What is needed is every line of the data that includes the word "Hamline". Please copy each one.

[Opening Dataset section]

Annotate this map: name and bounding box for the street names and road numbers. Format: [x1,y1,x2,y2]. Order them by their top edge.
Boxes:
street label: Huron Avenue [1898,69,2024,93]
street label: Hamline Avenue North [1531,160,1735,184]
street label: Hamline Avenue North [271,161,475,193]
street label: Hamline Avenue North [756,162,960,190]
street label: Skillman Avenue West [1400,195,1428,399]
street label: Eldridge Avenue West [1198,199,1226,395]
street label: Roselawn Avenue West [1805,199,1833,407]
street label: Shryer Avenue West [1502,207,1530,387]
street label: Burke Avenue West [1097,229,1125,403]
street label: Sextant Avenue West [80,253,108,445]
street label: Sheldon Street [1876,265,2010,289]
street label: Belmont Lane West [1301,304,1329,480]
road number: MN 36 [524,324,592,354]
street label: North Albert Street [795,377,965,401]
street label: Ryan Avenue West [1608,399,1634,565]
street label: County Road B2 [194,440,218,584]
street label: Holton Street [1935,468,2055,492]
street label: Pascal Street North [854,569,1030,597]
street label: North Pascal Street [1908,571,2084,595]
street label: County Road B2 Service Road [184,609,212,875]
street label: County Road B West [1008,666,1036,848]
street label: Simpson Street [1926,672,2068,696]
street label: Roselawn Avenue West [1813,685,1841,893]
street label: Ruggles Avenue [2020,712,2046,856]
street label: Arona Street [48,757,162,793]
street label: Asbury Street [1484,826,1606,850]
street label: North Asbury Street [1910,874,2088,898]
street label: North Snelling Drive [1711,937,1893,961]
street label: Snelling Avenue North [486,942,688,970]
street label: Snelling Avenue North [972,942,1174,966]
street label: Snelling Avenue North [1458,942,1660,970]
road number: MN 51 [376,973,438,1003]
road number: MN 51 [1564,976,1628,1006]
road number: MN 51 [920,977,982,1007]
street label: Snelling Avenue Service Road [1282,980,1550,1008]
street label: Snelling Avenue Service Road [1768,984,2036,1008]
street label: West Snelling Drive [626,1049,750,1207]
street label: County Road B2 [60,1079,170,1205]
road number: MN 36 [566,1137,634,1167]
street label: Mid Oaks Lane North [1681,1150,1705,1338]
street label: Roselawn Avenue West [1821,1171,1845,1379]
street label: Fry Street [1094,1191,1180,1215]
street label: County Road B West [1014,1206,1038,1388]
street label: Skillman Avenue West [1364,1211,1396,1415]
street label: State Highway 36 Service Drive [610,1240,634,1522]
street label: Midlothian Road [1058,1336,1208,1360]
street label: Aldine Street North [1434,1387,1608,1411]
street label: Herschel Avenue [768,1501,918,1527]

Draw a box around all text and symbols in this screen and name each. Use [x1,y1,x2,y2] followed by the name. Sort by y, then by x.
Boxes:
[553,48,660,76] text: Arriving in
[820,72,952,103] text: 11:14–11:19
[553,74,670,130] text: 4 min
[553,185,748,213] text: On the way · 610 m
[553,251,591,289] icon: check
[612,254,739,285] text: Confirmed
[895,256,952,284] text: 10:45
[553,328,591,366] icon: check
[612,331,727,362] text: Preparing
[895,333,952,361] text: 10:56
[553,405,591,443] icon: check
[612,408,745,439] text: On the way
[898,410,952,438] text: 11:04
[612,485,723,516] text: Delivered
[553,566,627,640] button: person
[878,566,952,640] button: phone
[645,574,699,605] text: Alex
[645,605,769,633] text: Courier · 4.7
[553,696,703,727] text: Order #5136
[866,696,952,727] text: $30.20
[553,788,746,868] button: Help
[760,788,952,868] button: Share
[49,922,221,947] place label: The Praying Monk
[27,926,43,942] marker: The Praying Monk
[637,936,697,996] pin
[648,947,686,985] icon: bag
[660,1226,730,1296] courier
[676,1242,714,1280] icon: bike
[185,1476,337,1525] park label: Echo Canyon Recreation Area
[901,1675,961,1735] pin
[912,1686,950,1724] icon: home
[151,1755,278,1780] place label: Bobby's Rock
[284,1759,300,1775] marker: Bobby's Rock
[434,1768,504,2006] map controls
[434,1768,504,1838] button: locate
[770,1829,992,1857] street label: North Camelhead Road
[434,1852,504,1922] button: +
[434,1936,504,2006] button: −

[Closing Dataset section]

§ **Written solution**
street label: Hamline Avenue North [1531,160,1735,184]
street label: Hamline Avenue North [271,161,475,193]
street label: Hamline Avenue North [756,162,960,190]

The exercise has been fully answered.